(Saved entries)
++++++++

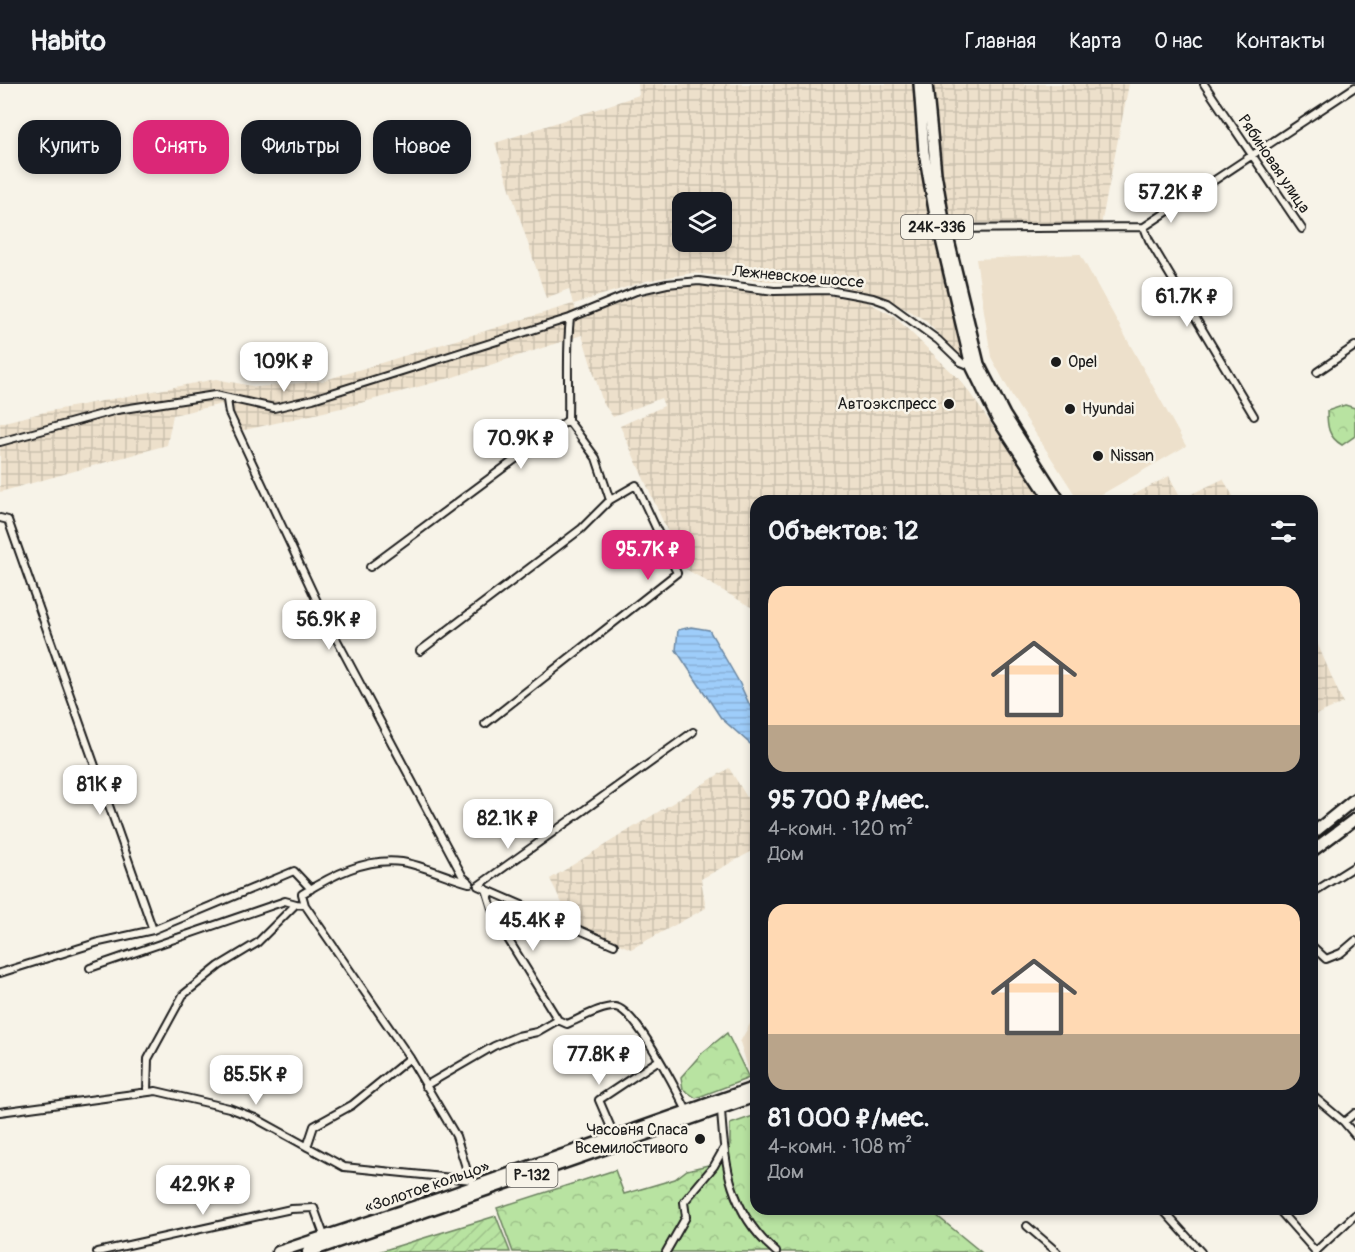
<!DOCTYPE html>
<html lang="ru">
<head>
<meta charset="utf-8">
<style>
	:root { --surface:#171b24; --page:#20242c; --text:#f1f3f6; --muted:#9ea1a6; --line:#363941; --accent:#db2777 }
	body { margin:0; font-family:Pangolin,sans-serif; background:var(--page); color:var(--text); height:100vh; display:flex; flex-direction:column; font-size:22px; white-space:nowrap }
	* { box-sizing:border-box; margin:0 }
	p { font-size:20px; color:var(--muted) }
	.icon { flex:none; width:33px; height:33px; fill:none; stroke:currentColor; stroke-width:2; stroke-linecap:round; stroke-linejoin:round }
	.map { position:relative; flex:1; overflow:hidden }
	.panel { position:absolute; left:750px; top:411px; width:568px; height:720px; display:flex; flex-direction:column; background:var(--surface); border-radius:18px; box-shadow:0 3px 9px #0003 }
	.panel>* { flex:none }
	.top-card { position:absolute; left:18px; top:36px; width:570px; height:54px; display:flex; gap:12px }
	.buttons { position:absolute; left:672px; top:108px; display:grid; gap:12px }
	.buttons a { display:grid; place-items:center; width:60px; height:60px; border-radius:12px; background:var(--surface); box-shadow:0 3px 9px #0003; font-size:30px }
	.price { position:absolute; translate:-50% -51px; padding:0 14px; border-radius:12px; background:#fff; color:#222; font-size:20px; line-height:39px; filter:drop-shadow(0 2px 3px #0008) }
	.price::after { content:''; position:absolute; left:50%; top:36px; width:18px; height:14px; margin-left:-9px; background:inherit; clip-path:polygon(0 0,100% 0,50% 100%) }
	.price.current { background:var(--accent); color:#fff }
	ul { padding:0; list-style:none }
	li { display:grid; align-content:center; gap:12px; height:318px; padding:0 18px }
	li span { display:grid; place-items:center; height:186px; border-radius:18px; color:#555 }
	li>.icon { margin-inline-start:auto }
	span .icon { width:108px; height:108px; fill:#fffc; stroke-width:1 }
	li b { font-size:26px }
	h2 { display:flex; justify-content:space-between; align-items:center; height:72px; padding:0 18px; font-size:26px }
	.pill { padding:0 21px; border-radius:18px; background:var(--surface); box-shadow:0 3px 9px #0003; font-size:21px; line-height:54px }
	.pill.current { background:var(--accent); color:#fff }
	header { display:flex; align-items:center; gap:36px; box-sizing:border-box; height:84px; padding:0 30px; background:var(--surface); border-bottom:2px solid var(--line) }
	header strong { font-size:28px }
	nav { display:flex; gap:33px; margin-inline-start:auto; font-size:21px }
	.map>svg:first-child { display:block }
	.built { fill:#ede0cb }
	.industrial { fill:url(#industrial-grid); fill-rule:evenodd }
	.forest { fill:url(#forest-crowns); stroke:#6a805e; stroke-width:1.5 }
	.garden { fill:url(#garden-furrows); stroke:#6a805e; stroke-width:1.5 }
	.water { fill:url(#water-rules); stroke:#6a86a1; stroke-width:1.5 }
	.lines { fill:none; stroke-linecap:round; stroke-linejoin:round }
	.street-casing { stroke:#1c1c1c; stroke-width:10 }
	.primary-casing { stroke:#1c1c1c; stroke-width:14 }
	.highway-casing { stroke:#1c1c1c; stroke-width:15 }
	.street { stroke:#f7f3e8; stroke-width:6 }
	.primary { stroke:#f7f3e8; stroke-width:9 }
	.highway { stroke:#f7f3e8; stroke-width:10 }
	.poi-dot { fill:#1c1c1c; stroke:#f7f3e8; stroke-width:2 }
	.labels { text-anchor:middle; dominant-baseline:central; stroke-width:5; stroke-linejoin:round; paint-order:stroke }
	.shield { fill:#f7f3e8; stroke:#5e5c59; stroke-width:1.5 }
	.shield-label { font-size:15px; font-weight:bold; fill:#1c1c1c }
	.street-label { font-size:16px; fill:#1c1c1c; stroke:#f7f3e8 }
	.poi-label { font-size:16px; fill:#1c1c1c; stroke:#f7f3e8; text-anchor:start }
</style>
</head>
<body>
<header>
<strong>Habito</strong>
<nav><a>Главная</a><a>Карта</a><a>О нас</a><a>Контакты</a></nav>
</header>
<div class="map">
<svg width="1355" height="1168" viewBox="0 0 1355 1168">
	<defs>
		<pattern id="industrial-grid" width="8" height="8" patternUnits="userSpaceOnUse" patternTransform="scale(1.5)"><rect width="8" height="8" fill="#ede0cb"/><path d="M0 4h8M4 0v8" fill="none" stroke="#cbc0ae"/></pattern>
		<pattern id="forest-crowns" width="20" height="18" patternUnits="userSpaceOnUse" patternTransform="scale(1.5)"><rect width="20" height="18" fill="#b8e3a1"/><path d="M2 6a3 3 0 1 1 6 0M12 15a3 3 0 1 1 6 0" fill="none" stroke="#9ec28a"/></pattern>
		<pattern id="garden-furrows" width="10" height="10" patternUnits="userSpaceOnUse" patternTransform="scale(1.5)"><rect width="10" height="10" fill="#b8e3a1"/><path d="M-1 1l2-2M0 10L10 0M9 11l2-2" fill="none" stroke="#9ec28a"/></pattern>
		<pattern id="water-rules" width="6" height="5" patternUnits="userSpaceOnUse" patternTransform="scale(1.5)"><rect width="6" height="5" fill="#9ecdfa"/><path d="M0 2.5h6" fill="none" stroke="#88afd6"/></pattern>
	</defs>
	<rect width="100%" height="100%" fill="#f7f3e8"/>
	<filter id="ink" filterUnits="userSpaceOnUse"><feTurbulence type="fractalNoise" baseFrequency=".0167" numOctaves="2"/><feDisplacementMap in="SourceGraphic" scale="12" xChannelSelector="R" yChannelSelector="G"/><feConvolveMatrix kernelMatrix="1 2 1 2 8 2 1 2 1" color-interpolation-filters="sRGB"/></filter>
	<g filter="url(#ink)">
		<path class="built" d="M1080,170L1186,362L1090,417H1079L1016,319L991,273L976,175Z
			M756,929V984L749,987L740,958Z"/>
		<path class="industrial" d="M638,0H918L924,80L966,272L962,275L925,236L884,213L836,201L818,202L692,189L646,197L574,220L578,234L665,203L701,201L756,209L826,211L865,217L894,232L962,298L1045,417H756V526L684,484L620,342L664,322L661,314L613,333L603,319L582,251L450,294L350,322L258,343L231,349L222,320L173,331L167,361L0,408V339L45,328L216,295L257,303L322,297L573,220L569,205L546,214L495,59L639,11ZM682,118H722V158H682Z
			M933,0H1129L1101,141L950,139L936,51Z
			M1169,392L1181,415L1223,395L1236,417H1122Z
			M1312,547L1343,619L1313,632H1312Z
			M729,684L756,728V765L701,795L706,824L631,865L573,841L550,795Z"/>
		<path class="forest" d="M1345,321L1355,324V352L1342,361C1328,353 1327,342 1327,327Z
			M727,949L749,994L696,1014L683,1005L681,993L702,969Z
			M756,1031V1125H942L936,1131L981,1168H513L497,1124L615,1086L624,1110L675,1095L687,1086L721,1078L730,1063V1040Z"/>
		<path class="garden" d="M496,1132L510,1168H378Z"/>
		<path class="water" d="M691,543L709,546L739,598L756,635V665L721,634L676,566L678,546Z"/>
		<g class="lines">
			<g class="street-casing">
				<path id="street" d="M1204,0L1302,145
					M1144,143L1149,156L1254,332
					M947,145L1144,143L1355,3
					M1317,288L1355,262
					M227,316L229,329L322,528L463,793L470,799
					M0,358L117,326L215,311L274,324L313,315L570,234L636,207L667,200L699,197L774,207L829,206L873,214L887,219L938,256L961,278L971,282
					M0,434L8,436L153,846L294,787L311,805
					M370,483L568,336C569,302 566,269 570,234
					M420,567L581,445L610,416
					M485,640L677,489L636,401L610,416L596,374L568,336
					M486,805L495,834L558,936
					M1312,809L1355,782
					M305,821L302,810C331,792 366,773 402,778C425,782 447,793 469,799
					M614,861L478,802L693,648
					M1312,862L1326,875L1341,869L1355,857
					M90,884L285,817L296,820
					M0,889L99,858L153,846
					M425,1002L494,962L518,952L537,948L558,936L567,940C580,935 601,922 615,923C635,924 678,1009 687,1027
					M147,1007L148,975L183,911L219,882L257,859L296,820L305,821L410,974L456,1052L470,1096
					M1312,1011L1344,1038L1355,1051
					M721,1025C724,1081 730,1129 776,1168
					M0,1028L156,1007L229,1024L255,1034L344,1083L472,1096
					M1344,1038L1355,1029
					M615,1053L599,1016L659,976
					M307,1063L314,1042L352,1021L410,974
					M1162,1125L1201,1168
					M1278,1125L1316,1168
					M1027,1142L1057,1168
					M97,1168L291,1125L314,1124L325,1154
					M666,1168L686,1133L684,1118L714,1082L723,1066
					M1315,1168L1355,1131"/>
			</g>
			<g class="primary-casing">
				<path id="primary" d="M919,0L924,68L934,126L971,282L997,335L1051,417
					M927,0L936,89L944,136L979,280L1005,331L1060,417"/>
			</g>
			<g class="highway-casing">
				<path id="highway" d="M1312,750L1355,715
					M1312,767L1355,735
					M278,1168L438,1115L756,1003
					M308,1168L756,1012"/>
			</g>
			<use href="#street" class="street"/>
			<use href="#primary" class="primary"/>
			<use href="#highway" class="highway"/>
		</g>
	</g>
	<g class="poi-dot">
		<circle cx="1056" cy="278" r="6"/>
		<circle cx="949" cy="320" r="6"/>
		<circle cx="1070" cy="325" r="6"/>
		<circle cx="1098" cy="372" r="6"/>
		<circle cx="700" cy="1055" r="6"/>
	</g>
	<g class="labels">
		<g class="shield">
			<rect x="901" y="131" width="72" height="24" rx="4.5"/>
			<rect x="506.5" y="1079" width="51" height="24" rx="4.5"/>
		</g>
		<g class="shield-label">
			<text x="937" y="143">24К-336</text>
			<text x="532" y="1091">Р-132</text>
		</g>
		<g class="street-label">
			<text transform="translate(1274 80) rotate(56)">Рябиновая улица</text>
			<text transform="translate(798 193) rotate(5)">Лежневское шоссе</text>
			<text transform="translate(427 1103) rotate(-19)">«Золотое кольцо»</text>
		</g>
		<g class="poi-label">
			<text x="1068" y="278">Opel</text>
			<text x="937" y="320" text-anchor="end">Автоэкспресс</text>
			<text x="1082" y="325">Hyundai</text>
			<text x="1110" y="372">Nissan</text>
			<text x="688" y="1046" text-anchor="end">Часовня Спаса<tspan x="688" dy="18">Всемилостивого</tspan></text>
		</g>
	</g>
</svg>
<div class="buttons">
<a><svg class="icon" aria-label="layers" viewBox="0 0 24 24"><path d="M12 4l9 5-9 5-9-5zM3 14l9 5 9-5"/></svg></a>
</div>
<b class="price" style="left:1171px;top:140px">57.2K ₽</b>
<b class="price" style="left:1187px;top:244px">61.7K ₽</b>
<b class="price" style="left:284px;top:309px">109K ₽</b>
<b class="price" style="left:521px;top:386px">70.9K ₽</b>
<b class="price current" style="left:648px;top:497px">95.7K ₽</b>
<b class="price" style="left:329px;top:567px">56.9K ₽</b>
<b class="price" style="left:100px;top:732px">81K ₽</b>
<b class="price" style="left:508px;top:766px">82.1K ₽</b>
<b class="price" style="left:533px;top:868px">45.4K ₽</b>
<b class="price" style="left:599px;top:1002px">77.8K ₽</b>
<b class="price" style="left:256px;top:1022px">85.5K ₽</b>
<b class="price" style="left:203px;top:1132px">42.9K ₽</b>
<div class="top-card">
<a class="pill">Купить</a>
<a class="pill current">Снять</a>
<a class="pill">Фильтры</a>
<a class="pill">Новое</a>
</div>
<section class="panel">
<h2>Объектов: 12<svg class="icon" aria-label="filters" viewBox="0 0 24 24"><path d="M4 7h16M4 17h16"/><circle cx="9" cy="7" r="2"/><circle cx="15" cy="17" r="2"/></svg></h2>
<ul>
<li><span style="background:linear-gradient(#ffd9b3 75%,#b9a48a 0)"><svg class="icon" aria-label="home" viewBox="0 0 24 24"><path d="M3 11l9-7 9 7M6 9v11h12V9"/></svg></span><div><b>95 700 ₽/мес.</b><p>4-комн. · 120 m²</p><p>Дом</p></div></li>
<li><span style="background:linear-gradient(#ffd9b3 70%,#b9a48a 0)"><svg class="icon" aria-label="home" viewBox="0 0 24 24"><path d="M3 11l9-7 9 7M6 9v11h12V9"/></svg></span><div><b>81 000 ₽/мес.</b><p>4-комн. · 108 m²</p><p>Дом</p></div></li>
</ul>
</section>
</div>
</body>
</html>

++++++++

_EXERCISE INSTRUCTIONS_
Tell how many lines of the data contain "labels". Nothing but the number belongs in the reply.

_TASK RESULT_
2